= Stan Flashman =

British ticket tout and football club chairman

Stanley Flashman (3 December 1936 – 21 December 1999) was a British ticket tout and football team chairman. He claimed he could obtain tickets for almost anything, from sports events to the Queen's Garden Parties at Buckingham Palace.

He claimed he sold his first ticket for a game featuring Tottenham Hotspur in 1960. He was known as Fat Stan due to being overweight all his life and, by 1975, weighed over 19 stone. He became Britain's number one ticket tout.

==Chairmanship of Barnet==
In 1985, he took over as chairman of struggling Barnet Football Club who were heading towards receivership. Buying the club cost him just £50,000. Almost immediately the team improved and, with Barry Fry as manager, Barnet won the Conference and promotion to the Football League in 1991. Despite Fry's success as manager, he and Flashman had their differences and Fry was regularly sacked and then reinstated by Flashman.

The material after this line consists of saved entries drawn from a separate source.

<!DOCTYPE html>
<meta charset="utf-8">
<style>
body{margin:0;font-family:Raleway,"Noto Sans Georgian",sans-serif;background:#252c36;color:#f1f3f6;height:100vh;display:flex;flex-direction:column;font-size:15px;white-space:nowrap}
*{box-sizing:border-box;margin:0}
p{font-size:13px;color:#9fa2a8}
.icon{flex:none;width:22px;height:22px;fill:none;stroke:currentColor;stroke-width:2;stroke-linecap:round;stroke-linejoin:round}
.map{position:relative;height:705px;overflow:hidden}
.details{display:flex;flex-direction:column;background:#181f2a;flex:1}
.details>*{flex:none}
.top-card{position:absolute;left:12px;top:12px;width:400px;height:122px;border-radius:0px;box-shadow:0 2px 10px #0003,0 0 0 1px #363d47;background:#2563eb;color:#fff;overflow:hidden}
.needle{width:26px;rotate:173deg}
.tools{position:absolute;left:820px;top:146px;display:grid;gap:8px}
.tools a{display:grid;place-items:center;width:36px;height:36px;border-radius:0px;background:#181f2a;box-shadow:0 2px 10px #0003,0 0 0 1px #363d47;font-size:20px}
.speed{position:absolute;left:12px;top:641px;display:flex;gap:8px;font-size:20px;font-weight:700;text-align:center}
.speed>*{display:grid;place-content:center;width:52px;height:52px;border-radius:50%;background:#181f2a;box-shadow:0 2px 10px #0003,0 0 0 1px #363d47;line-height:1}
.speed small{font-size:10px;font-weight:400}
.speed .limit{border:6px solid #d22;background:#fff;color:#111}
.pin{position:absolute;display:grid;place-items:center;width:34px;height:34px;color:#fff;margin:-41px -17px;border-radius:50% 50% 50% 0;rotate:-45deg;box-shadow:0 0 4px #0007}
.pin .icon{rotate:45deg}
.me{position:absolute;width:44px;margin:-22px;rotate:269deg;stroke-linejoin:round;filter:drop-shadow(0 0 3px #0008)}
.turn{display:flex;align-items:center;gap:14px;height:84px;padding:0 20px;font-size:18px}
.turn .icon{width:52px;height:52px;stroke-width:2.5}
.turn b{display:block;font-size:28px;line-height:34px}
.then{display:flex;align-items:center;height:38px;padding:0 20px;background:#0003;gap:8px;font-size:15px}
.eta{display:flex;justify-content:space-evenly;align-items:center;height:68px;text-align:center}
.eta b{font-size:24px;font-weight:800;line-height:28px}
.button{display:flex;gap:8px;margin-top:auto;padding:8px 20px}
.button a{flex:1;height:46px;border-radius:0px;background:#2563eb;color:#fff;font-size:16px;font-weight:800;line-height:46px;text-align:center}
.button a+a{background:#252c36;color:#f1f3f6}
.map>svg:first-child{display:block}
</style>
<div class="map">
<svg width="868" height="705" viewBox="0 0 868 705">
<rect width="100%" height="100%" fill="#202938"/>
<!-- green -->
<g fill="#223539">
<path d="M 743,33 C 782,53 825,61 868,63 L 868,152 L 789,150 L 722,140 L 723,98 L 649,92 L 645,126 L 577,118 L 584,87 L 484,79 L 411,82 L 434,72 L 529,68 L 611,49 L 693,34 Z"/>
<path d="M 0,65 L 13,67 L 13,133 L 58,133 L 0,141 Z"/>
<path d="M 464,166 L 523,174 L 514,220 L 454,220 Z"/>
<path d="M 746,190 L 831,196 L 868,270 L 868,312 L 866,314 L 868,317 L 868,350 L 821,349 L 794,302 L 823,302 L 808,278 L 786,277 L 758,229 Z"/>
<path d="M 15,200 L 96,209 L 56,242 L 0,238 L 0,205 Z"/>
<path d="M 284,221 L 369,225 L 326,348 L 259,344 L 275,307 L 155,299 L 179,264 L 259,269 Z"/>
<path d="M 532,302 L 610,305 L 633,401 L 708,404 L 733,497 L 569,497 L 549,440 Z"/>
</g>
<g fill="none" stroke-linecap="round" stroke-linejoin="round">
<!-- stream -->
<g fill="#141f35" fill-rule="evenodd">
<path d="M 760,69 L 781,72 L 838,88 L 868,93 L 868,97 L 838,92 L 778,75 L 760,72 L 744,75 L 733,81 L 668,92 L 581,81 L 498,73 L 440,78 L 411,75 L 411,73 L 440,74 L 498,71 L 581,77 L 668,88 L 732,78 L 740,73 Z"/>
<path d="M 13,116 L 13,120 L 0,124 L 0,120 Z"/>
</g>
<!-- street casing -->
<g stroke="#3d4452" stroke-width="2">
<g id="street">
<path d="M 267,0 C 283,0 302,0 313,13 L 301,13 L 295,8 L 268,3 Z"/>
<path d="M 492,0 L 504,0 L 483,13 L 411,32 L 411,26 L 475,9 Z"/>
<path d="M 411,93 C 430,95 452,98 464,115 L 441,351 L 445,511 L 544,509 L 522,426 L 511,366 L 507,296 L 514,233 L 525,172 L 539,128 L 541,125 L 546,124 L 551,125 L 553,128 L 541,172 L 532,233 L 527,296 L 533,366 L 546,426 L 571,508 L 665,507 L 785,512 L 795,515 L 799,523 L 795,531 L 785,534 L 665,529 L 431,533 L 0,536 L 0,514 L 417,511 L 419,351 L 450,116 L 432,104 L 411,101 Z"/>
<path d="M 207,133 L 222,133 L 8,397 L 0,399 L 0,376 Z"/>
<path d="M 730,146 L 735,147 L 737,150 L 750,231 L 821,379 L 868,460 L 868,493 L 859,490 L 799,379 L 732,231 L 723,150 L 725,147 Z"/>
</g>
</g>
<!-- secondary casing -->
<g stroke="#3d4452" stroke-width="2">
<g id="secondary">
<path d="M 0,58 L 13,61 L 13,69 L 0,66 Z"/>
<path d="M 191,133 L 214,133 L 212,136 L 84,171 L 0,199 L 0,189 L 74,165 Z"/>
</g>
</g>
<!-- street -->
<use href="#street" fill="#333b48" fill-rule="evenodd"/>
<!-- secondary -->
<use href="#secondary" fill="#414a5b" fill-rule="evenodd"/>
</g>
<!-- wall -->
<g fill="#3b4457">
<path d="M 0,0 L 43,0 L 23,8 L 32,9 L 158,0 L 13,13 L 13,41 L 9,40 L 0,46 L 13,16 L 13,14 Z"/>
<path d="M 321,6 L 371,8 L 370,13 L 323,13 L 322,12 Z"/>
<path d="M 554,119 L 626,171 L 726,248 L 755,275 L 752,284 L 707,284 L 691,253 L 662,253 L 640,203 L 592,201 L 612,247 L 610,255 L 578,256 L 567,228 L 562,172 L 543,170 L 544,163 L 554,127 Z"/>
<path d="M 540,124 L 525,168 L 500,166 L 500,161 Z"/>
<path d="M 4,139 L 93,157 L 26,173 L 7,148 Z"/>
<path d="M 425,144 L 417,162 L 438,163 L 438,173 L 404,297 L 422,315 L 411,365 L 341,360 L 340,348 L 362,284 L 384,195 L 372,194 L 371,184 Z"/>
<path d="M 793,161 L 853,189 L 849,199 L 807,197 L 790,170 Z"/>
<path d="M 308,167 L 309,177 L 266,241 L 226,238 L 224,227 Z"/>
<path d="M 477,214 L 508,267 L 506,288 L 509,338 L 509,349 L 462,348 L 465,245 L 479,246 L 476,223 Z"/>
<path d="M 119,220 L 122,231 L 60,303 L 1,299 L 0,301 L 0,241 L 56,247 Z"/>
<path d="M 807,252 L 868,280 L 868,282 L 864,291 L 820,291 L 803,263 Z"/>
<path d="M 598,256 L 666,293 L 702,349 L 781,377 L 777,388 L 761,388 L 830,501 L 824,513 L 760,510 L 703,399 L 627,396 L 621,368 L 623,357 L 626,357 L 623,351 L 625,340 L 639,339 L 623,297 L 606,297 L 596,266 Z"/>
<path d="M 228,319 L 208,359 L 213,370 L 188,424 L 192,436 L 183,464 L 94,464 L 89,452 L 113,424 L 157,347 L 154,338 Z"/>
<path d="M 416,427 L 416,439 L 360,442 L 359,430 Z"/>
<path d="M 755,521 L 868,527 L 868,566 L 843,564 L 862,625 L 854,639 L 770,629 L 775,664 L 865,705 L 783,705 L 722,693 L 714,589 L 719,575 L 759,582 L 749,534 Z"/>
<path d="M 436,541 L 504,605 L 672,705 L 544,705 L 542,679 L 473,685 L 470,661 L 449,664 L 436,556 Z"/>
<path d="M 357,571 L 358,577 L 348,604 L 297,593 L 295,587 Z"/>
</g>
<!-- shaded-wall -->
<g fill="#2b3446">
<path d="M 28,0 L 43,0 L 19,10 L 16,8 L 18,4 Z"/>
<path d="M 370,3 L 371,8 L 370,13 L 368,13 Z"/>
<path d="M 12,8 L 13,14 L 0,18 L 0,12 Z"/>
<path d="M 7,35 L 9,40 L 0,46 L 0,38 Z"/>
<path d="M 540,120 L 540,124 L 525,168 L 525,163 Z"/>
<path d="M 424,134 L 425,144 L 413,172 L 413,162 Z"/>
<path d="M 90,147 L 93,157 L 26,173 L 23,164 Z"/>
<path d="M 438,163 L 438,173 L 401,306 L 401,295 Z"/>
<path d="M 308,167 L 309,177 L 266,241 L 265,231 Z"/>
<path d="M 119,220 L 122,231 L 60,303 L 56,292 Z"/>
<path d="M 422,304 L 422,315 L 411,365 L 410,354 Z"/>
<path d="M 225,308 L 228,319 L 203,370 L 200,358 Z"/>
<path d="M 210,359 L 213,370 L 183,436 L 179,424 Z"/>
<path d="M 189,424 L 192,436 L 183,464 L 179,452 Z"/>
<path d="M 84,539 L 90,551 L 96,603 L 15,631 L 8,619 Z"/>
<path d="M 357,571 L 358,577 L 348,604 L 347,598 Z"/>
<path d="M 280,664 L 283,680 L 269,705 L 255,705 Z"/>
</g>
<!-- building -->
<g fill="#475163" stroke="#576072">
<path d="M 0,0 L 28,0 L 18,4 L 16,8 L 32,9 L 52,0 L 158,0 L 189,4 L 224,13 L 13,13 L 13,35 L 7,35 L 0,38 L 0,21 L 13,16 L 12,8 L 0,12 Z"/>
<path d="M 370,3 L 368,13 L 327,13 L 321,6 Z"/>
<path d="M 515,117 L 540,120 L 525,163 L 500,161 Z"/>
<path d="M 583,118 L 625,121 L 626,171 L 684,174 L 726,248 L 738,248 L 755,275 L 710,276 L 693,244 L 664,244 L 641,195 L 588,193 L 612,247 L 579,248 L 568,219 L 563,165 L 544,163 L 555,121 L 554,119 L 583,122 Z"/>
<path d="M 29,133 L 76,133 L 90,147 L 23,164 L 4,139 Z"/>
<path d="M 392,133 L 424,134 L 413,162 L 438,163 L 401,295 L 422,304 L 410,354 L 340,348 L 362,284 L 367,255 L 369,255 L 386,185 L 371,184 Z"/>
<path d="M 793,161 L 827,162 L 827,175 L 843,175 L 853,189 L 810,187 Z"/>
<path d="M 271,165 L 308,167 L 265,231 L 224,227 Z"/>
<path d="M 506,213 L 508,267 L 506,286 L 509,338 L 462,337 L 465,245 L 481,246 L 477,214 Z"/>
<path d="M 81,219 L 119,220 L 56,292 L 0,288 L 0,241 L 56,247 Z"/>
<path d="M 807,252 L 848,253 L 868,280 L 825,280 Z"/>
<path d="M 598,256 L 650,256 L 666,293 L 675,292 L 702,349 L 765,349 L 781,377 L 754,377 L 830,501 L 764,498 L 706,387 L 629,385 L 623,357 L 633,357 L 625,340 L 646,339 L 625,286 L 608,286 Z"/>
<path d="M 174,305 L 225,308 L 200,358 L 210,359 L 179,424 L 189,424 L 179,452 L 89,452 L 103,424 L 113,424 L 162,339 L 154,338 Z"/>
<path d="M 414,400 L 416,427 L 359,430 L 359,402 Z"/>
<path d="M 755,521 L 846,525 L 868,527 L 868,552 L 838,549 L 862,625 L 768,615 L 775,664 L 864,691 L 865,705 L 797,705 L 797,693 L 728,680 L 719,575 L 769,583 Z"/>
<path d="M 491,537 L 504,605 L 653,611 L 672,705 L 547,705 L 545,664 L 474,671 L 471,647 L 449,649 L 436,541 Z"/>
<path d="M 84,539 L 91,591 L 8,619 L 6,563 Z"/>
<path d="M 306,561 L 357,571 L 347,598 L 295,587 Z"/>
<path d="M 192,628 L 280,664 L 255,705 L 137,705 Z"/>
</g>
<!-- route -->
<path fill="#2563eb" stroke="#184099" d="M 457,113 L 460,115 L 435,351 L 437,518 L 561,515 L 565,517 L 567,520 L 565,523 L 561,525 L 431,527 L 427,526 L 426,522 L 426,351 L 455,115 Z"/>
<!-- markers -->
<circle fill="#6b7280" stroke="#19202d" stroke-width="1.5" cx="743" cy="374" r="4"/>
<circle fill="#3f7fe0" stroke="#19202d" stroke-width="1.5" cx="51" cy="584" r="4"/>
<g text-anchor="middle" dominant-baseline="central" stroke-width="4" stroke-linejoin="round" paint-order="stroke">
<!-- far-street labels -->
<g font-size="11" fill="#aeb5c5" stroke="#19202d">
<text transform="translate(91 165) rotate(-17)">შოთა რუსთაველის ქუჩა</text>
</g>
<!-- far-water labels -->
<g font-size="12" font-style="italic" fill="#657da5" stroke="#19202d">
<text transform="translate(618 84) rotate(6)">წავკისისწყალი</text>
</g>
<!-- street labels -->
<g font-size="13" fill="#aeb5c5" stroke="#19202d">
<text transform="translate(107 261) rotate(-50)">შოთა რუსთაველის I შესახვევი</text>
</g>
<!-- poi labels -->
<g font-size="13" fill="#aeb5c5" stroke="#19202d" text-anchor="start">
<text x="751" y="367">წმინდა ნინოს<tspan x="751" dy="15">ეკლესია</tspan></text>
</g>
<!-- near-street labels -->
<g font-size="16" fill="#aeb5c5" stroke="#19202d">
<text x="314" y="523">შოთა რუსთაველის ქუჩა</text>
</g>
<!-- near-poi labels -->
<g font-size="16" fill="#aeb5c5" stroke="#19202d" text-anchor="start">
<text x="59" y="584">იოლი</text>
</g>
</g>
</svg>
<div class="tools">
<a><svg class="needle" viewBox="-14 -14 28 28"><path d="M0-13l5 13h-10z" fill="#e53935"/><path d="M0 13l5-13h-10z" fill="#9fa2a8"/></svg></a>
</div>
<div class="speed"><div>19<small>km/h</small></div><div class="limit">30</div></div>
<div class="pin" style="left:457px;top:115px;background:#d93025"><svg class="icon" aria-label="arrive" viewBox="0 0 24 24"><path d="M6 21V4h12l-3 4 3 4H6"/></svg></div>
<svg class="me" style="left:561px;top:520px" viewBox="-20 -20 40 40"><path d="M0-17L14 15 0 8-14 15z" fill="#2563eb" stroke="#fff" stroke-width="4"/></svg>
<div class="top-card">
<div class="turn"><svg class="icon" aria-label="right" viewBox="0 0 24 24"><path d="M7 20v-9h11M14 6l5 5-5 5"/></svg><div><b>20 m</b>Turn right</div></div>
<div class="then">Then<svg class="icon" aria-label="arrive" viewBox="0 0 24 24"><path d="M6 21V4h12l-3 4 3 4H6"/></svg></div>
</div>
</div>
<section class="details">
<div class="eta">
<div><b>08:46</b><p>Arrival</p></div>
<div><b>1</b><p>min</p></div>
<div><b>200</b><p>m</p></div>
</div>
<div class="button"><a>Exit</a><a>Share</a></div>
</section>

He resigned as chairman in 1993 after they had narrowly avoided bankruptcy and expulsion from the Football League.

In 1995, Barnet goalkeeper, coach and manager Gary Phillips said of Flashman, "A lot of people knock Stan and I had my run ins with him as much as anyone but at the end of the day he did save the place once. When he was good he was very, very, generous, and most of the time he looked after the lads well. Unfortunately when it went sour he, maybe, could have handled things a lot better".

==Death==
Flashman died in 1999 after a long period of suffering from Alzheimer's disease.